• Records to use:
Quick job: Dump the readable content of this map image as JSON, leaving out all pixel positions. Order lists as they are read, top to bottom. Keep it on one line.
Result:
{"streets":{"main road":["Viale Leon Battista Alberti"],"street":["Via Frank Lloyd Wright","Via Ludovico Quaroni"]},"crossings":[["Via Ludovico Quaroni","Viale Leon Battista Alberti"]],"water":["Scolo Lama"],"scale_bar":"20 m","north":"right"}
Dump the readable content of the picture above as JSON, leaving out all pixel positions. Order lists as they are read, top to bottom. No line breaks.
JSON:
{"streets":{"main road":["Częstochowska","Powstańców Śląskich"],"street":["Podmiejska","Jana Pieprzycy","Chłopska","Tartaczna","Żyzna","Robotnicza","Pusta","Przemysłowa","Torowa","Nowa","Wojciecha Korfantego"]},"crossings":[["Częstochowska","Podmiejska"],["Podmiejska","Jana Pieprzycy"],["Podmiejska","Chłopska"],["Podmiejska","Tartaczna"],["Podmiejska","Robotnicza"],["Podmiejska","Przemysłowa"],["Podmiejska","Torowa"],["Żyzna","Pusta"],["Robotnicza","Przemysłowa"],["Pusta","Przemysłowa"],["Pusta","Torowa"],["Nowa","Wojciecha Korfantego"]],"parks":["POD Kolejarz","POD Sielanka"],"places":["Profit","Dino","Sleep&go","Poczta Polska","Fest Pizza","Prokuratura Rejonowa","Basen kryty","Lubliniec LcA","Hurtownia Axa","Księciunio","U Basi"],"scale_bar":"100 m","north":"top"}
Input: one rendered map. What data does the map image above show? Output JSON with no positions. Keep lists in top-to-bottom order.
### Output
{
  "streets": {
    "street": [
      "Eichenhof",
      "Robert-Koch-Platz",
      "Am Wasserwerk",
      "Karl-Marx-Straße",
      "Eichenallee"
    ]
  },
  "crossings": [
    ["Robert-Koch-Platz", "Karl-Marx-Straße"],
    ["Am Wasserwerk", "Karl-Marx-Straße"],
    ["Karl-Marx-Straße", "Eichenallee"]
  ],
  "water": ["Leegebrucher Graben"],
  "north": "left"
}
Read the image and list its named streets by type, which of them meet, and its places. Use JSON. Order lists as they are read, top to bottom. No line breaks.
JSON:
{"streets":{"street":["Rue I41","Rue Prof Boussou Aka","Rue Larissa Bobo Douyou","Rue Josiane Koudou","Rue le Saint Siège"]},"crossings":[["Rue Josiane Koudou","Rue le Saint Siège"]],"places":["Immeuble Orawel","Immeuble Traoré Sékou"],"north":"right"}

• Activity: All records above are to be printed exactly, with nothing omitted.

• Response to this task:
Quick job: Dump the readable content of this map image as JSON, leaving out all pixel positions. Order lists as they are read, top to bottom. Keep it on one line.
Result:
{"streets":{"main road":["Viale Leon Battista Alberti"],"street":["Via Frank Lloyd Wright","Via Ludovico Quaroni"]},"crossings":[["Via Ludovico Quaroni","Viale Leon Battista Alberti"]],"water":["Scolo Lama"],"scale_bar":"20 m","north":"right"}
Dump the readable content of the picture above as JSON, leaving out all pixel positions. Order lists as they are read, top to bottom. No line breaks.
JSON:
{"streets":{"main road":["Częstochowska","Powstańców Śląskich"],"street":["Podmiejska","Jana Pieprzycy","Chłopska","Tartaczna","Żyzna","Robotnicza","Pusta","Przemysłowa","Torowa","Nowa","Wojciecha Korfantego"]},"crossings":[["Częstochowska","Podmiejska"],["Podmiejska","Jana Pieprzycy"],["Podmiejska","Chłopska"],["Podmiejska","Tartaczna"],["Podmiejska","Robotnicza"],["Podmiejska","Przemysłowa"],["Podmiejska","Torowa"],["Żyzna","Pusta"],["Robotnicza","Przemysłowa"],["Pusta","Przemysłowa"],["Pusta","Torowa"],["Nowa","Wojciecha Korfantego"]],"parks":["POD Kolejarz","POD Sielanka"],"places":["Profit","Dino","Sleep&go","Poczta Polska","Fest Pizza","Prokuratura Rejonowa","Basen kryty","Lubliniec LcA","Hurtownia Axa","Księciunio","U Basi"],"scale_bar":"100 m","north":"top"}
Input: one rendered map. What data does the map image above show? Output JSON with no positions. Keep lists in top-to-bottom order.
### Output
{
  "streets": {
    "street": [
      "Eichenhof",
      "Robert-Koch-Platz",
      "Am Wasserwerk",
      "Karl-Marx-Straße",
      "Eichenallee"
    ]
  },
  "crossings": [
    ["Robert-Koch-Platz", "Karl-Marx-Straße"],
    ["Am Wasserwerk", "Karl-Marx-Straße"],
    ["Karl-Marx-Straße", "Eichenallee"]
  ],
  "water": ["Leegebrucher Graben"],
  "north": "left"
}
Read the image and list its named streets by type, which of them meet, and its places. Use JSON. Order lists as they are read, top to bottom. No line breaks.
JSON:
{"streets":{"street":["Rue I41","Rue Prof Boussou Aka","Rue Larissa Bobo Douyou","Rue Josiane Koudou","Rue le Saint Siège"]},"crossings":[["Rue Josiane Koudou","Rue le Saint Siège"]],"places":["Immeuble Orawel","Immeuble Traoré Sékou"],"north":"right"}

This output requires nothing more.